Figure 9 shows how additional information can be added to the final overlayed image as seen by the user.

Fig. 1 shows a schematic view of a see-through device (1) for enhanced visual perception that comprises an input module (2) that can capture an image of the real- world, a processing module (3) that can analyze and modify the optical properties of the image to create a modified image, and a see-through output module (4) that comprises a combiner unit and a display engine that can overlay the view of the real world with the modified image to create an overlayed view. According to the invention the device (1) is characterized in that the processing module (3) can analyze which areas in the image are near or outside the limit of the dynamic range of the human eye and can modify those areas, so that they are redistributed within the dynamic range of the human eye and where the output module (4) can selectively overlay the view of the real-world with these areas of the modified image.

Preferably the device (1) comprises a control unit (5) that can adjust the properties of modules (2, 3, 4) to accommodate for different lighting conditions in the real world and for different sensitivities of an eye of a user.

Figure 2 illustrates a dynamic range (10) for a low light scene. Here left is low luminance and right is high luminance. The eye without the device (1) has a perceived dynamic range (11). Figure 2 shows that dynamic range (12) beyond the perceivable range (11) in any one view at a given moment in time can be captured by the input module (2), for instance a camera, since the camera can be set to a different sensitivity from the human eye. This dynamic range (12) is than processed by the processing module (3) and redistributed (13) within the perceivable dynamic range (11). The perceivable dynamic range is thus expanded (14), i.e. the eye can now also perceive range (12) through the processing and redistribution (13) into the perceivable range (11). Note that the redistributed range (13) does not necessarily need to be redistributed in the lower section of the perceivable dynamic range (11). Range (13) can also be redistributed in the middle, the right side, or acrass the entire perceivable dynamic range (11), for instance depending on the distribution of luminance levels in range (12). The effect of the redistribution of range (12) into the perceivable dynamic range (11) is seen by the user of the device (1) as a selective illumination of areas in the dynamic range (12).

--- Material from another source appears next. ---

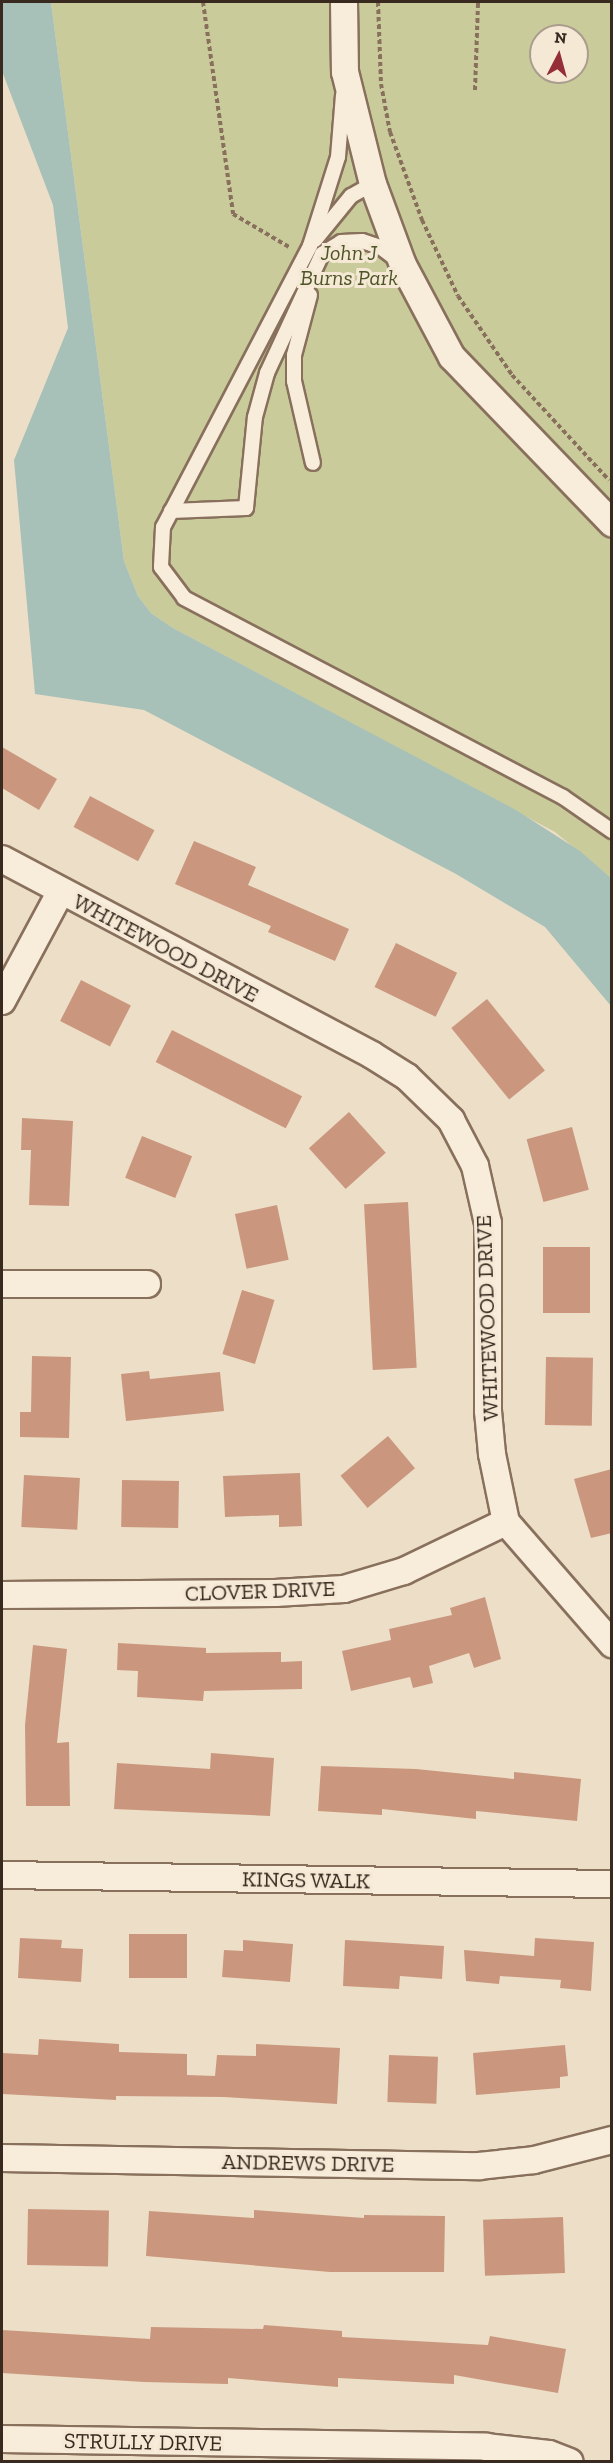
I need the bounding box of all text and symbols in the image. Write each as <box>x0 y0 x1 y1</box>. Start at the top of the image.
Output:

A similar result can be obtained for dynamic ranges that partly overlap with the perceivable range or outside the perception range for high luminance areas by the human eye, i.e. on the right side of fig. 2. For the latter, the dynamic range outside the perceivable range (11) is dimmed so that it falls again within the range (11).

This device (1) can be configured in embodiments including but not limited to: eye glasses, contact lenses, headsets, helmets, monoculars, binoculars, telescopes, head up displays and windows, for instance of a car.

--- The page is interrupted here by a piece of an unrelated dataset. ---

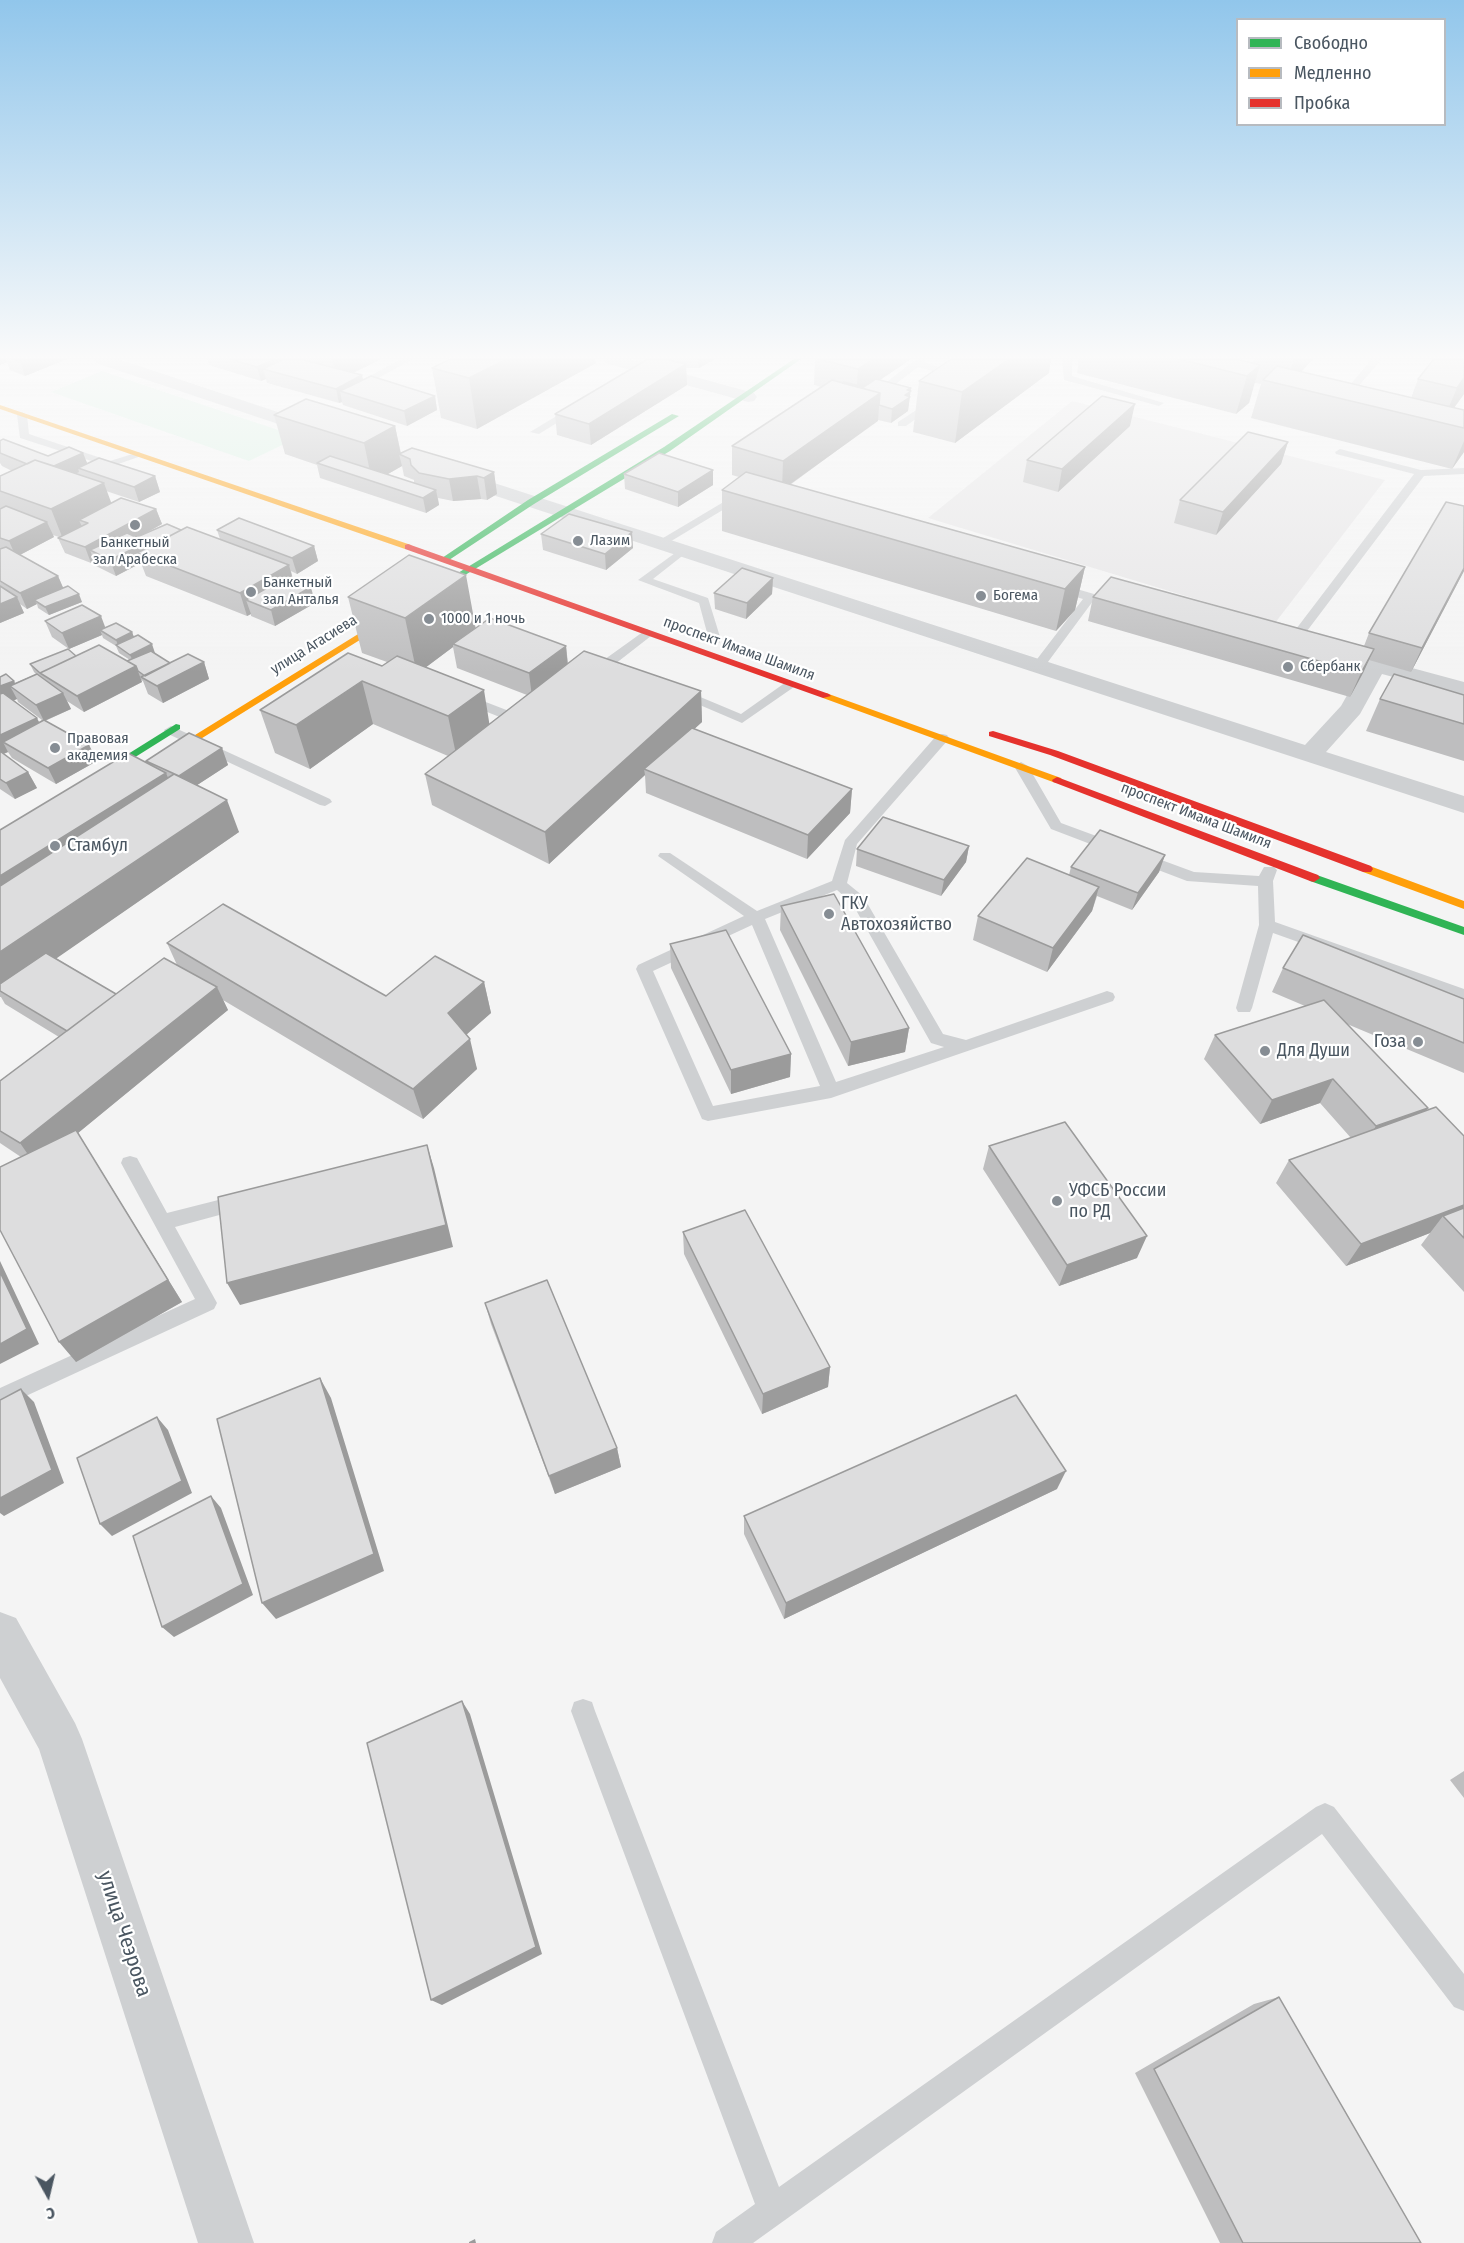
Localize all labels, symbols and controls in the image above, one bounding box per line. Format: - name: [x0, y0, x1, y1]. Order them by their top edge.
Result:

Fig. 3 shows an example of the electronic see-through device (1) configured as a pair of smart glasses (20) with a monocular camera and display setup. The glasses (20) have an integrated camera (21) as input module (2), an on-board processing module (22) as processing module (3), a display (23) and see-through combiner unit (24).

The control unit (5) can be integrated or separate from the electronic see-through device (1). It may be used to manually operate the camera settings, image processing parameters, brightness of the display and dimming effects, and turn the device on, off or to sleep mode. It may consist of buttons, dials, capacitive or resistive touch elements, microphones, light sensors, eye or hand tracking cameras, or other means by which a user can convey controls. The glasses (20) can be controlled wirelessly or via a capacitive touch strip (25) that functions as input far the build-in control unit (5).

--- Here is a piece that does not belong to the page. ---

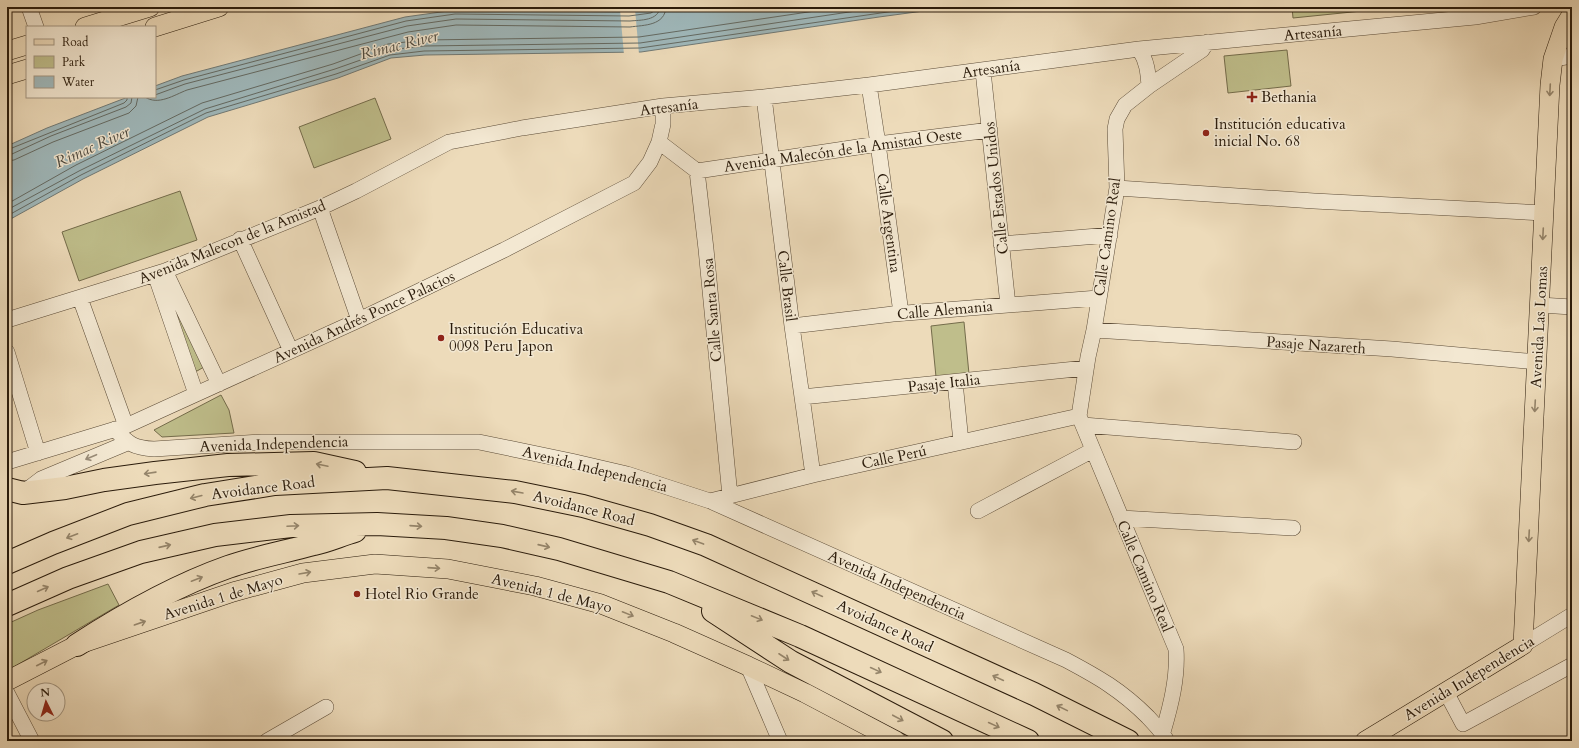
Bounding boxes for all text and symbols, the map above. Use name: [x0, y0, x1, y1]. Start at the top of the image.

The input module (2) comprises a camera (21) that can capture images in a large variety of light levels (i.e., extreme low light to bright sunlight) and wavelengths such as visible light and infrared, making it usuable as both a day and night vision device.

An infrared illuminator light emitting diode (LED) may be added to the camera to make it useable in low light scenes without any environmental light. The camera settings such as the shutter speed, gain, focus and (infrared) light filter and illuminator may be adjusted dynamically and automatically by the processing module (3) or control module (5) or manually via the control unit (5) to allow for sufficient image quality and performance based on user needs and the real world. In order to facilitate this, images from the camera (21) are processed in the processing module (3,22), which may be integrated or separate from the device, in four sequential stages of which stage two and three can be swapped.

In stage one, entire images, select regions, or pixels are analyzed to measure the luminance levels in the scene and automatically control the settings and characteristics of both the input and output module (2, 4). As the analysis can be conducted on every individual image within a fraction of a second, the device (1) utilizing this methodology can rapidly adapt to changes in luminance levels in the real world.

This analysis may also be used for safety measures. For example, in a low light scene a user may have dilated pupils. When the device (1) is started, the brightness of the display (23) will be set to a low value so as not to risk irritating or damaging the eyes of the user. Brightness may be gradually increased automatically by the processing module or control unit (5) or manually using the control unit (5) to allow the eyes to adapt to scene elements with high luminance levels, such as the headlights from a car.

Due to the pupil size shrinking some scene elements will become too dim to perceive, through the overlayed view the device can bring these elements closer to the luminance level of the headlights, thereby bringing them in the perceivable range.

In stage two image processing filters may be used to adjust or completely filter out values exceeding a threshold or violating a set of requirements. In this step the values of the dynamic range that is easily perceivable by the human eye are filtered. The intensity of such values may be decreased or set to zero (i.e., completely black for digital images). This crucial step distinguishes this methodology from the known device. By filtering out, or lowering the intensity of scene elements that are already perceivable by the eye, the natural vision is not, or to a far lesser extent, compromised by occlusion or double vision in the overlayed view.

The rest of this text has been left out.